• _Extracted entries_
----

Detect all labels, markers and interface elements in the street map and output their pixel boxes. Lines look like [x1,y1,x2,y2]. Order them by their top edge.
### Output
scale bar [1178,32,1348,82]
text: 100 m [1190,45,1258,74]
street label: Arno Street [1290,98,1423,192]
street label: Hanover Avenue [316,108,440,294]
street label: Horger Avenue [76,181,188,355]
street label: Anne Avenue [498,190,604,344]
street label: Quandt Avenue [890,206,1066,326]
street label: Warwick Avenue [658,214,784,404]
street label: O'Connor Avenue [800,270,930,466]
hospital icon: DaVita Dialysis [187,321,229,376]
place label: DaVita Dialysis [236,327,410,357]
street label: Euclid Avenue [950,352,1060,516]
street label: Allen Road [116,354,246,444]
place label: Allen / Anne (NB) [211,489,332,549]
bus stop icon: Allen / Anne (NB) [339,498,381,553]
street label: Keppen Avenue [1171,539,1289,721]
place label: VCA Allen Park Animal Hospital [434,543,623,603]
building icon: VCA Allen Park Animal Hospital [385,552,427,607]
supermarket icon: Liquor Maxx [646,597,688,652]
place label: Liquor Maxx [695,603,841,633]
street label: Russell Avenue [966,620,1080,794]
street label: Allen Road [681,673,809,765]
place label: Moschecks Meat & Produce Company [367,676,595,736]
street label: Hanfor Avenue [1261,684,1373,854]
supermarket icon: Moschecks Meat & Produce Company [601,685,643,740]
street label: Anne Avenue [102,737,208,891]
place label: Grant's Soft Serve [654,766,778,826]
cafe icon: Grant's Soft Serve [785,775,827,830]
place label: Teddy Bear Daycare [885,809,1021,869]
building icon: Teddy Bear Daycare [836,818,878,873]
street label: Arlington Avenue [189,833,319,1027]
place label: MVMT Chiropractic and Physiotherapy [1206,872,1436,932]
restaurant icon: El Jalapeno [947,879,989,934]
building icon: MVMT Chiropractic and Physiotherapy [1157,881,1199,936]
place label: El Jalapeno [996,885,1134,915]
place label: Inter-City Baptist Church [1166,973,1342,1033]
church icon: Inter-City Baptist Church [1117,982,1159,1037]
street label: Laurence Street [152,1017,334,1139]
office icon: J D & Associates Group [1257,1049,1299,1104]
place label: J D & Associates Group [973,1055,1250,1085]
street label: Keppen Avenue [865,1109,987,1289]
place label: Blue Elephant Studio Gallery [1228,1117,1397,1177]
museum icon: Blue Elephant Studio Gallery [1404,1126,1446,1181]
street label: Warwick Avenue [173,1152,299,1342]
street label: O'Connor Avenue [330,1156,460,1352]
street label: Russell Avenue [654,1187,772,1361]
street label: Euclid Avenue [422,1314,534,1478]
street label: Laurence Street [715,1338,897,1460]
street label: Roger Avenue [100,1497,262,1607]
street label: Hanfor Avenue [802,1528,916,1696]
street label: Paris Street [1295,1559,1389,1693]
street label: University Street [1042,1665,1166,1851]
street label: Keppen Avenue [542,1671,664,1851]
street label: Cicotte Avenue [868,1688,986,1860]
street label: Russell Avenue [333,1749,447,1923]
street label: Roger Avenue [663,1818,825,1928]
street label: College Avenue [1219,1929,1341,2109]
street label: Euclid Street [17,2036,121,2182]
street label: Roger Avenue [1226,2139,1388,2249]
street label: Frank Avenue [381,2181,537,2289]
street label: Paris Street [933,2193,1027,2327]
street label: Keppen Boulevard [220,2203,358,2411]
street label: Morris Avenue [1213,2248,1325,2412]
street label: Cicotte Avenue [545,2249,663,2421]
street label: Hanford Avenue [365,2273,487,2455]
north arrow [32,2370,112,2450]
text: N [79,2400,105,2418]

----

• _Work required_
Quote the entire listing above exactly.

• _Written response_
Detect all labels, markers and interface elements in the street map and output their pixel boxes. Lines look like [x1,y1,x2,y2]. Order them by their top edge.
### Output
scale bar [1178,32,1348,82]
text: 100 m [1190,45,1258,74]
street label: Arno Street [1290,98,1423,192]
street label: Hanover Avenue [316,108,440,294]
street label: Horger Avenue [76,181,188,355]
street label: Anne Avenue [498,190,604,344]
street label: Quandt Avenue [890,206,1066,326]
street label: Warwick Avenue [658,214,784,404]
street label: O'Connor Avenue [800,270,930,466]
hospital icon: DaVita Dialysis [187,321,229,376]
place label: DaVita Dialysis [236,327,410,357]
street label: Euclid Avenue [950,352,1060,516]
street label: Allen Road [116,354,246,444]
place label: Allen / Anne (NB) [211,489,332,549]
bus stop icon: Allen / Anne (NB) [339,498,381,553]
street label: Keppen Avenue [1171,539,1289,721]
place label: VCA Allen Park Animal Hospital [434,543,623,603]
building icon: VCA Allen Park Animal Hospital [385,552,427,607]
supermarket icon: Liquor Maxx [646,597,688,652]
place label: Liquor Maxx [695,603,841,633]
street label: Russell Avenue [966,620,1080,794]
street label: Allen Road [681,673,809,765]
place label: Moschecks Meat & Produce Company [367,676,595,736]
street label: Hanfor Avenue [1261,684,1373,854]
supermarket icon: Moschecks Meat & Produce Company [601,685,643,740]
street label: Anne Avenue [102,737,208,891]
place label: Grant's Soft Serve [654,766,778,826]
cafe icon: Grant's Soft Serve [785,775,827,830]
place label: Teddy Bear Daycare [885,809,1021,869]
building icon: Teddy Bear Daycare [836,818,878,873]
street label: Arlington Avenue [189,833,319,1027]
place label: MVMT Chiropractic and Physiotherapy [1206,872,1436,932]
restaurant icon: El Jalapeno [947,879,989,934]
building icon: MVMT Chiropractic and Physiotherapy [1157,881,1199,936]
place label: El Jalapeno [996,885,1134,915]
place label: Inter-City Baptist Church [1166,973,1342,1033]
church icon: Inter-City Baptist Church [1117,982,1159,1037]
street label: Laurence Street [152,1017,334,1139]
office icon: J D & Associates Group [1257,1049,1299,1104]
place label: J D & Associates Group [973,1055,1250,1085]
street label: Keppen Avenue [865,1109,987,1289]
place label: Blue Elephant Studio Gallery [1228,1117,1397,1177]
museum icon: Blue Elephant Studio Gallery [1404,1126,1446,1181]
street label: Warwick Avenue [173,1152,299,1342]
street label: O'Connor Avenue [330,1156,460,1352]
street label: Russell Avenue [654,1187,772,1361]
street label: Euclid Avenue [422,1314,534,1478]
street label: Laurence Street [715,1338,897,1460]
street label: Roger Avenue [100,1497,262,1607]
street label: Hanfor Avenue [802,1528,916,1696]
street label: Paris Street [1295,1559,1389,1693]
street label: University Street [1042,1665,1166,1851]
street label: Keppen Avenue [542,1671,664,1851]
street label: Cicotte Avenue [868,1688,986,1860]
street label: Russell Avenue [333,1749,447,1923]
street label: Roger Avenue [663,1818,825,1928]
street label: College Avenue [1219,1929,1341,2109]
street label: Euclid Street [17,2036,121,2182]
street label: Roger Avenue [1226,2139,1388,2249]
street label: Frank Avenue [381,2181,537,2289]
street label: Paris Street [933,2193,1027,2327]
street label: Keppen Boulevard [220,2203,358,2411]
street label: Morris Avenue [1213,2248,1325,2412]
street label: Cicotte Avenue [545,2249,663,2421]
street label: Hanford Avenue [365,2273,487,2455]
north arrow [32,2370,112,2450]
text: N [79,2400,105,2418]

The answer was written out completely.